UK fellowship Celltech obtained a patent for humanised antibodies from the USPTO. Before it was granted, Celltech licensed a U.S.A. corporation, Medimmune, to develop, make, role too sell antibodies. Medimmune, who developed a humanised antibody which it sold nether the merchandise refer SYNAGIS, claimed that since its antibody would non convey infringed Celltech’s patent it did non convey to pay licence royalties. Celltech disgreed too sued for patent infringement, relying on the doctrine of equivalents, a dominion of U.S.A. patent constabulary past times which in that place mightiness endure infringement fifty-fifty if a production or procedure vicious exterior the literal pregnant of the words of the claim when understood inwards their context.

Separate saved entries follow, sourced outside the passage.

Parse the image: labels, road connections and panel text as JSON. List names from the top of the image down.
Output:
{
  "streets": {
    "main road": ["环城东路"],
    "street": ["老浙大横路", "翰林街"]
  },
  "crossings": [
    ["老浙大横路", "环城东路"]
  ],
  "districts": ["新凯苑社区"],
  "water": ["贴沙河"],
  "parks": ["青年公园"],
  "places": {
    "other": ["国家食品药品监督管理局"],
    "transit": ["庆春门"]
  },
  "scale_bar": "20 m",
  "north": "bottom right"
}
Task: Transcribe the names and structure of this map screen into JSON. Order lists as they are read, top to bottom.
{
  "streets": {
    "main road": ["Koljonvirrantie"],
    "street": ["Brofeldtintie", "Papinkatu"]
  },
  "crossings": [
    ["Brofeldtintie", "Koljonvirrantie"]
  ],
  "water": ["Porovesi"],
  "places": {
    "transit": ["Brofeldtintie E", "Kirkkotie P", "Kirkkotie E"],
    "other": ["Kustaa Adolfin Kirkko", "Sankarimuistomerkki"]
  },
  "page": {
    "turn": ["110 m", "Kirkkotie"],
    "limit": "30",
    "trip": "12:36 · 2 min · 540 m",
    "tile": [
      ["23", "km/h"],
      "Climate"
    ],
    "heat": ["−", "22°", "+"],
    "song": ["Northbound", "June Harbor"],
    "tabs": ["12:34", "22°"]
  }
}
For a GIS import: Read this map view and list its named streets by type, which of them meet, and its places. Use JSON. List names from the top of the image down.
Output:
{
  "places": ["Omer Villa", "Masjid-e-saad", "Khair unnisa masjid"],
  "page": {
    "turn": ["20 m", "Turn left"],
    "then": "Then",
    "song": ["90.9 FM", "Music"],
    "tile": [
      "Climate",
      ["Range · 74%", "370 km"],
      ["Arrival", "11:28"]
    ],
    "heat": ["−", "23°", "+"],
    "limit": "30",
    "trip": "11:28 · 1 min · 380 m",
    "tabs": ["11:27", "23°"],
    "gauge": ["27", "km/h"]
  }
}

Medimmune argued that Celltech could non invoke the doctrine of equivalents because of simply about other characteristic of U.S.A. patent law, the doctrine of prosecution history estoppel. Medimmune sought to rely on ii types of prosecution history estoppel: (i) ’amendment estoppel’, which precludes a patentee from seeking protection for plain of written report thing that was relinquished or distinguished inwards the classify of the patent application too (ii) ’argument estoppel’, holds an applicant to the USPTO saltation past times unequivocal assertions he makes almost the reach or pregnant of his claims.
The lawsuit judge, Jacob J, dismissed the infringement claim, belongings that Celltech was saltation past times declaration estoppel but non past times amendment estoppel. Both parties appealed. The Court of Appeal today dismissed Celltech’s appeal but, past times a 2-1 majority, allowed Medimmune’s cross-appeal. What is interesting hither is the fashion the United Kingdom of Great Britain too Northern Ireland of Britain too Northern Republic of Ireland courts are gradually making themselves to a greater extent than at dwelling amongst important features of U.S.A. patent constabulary doctrine.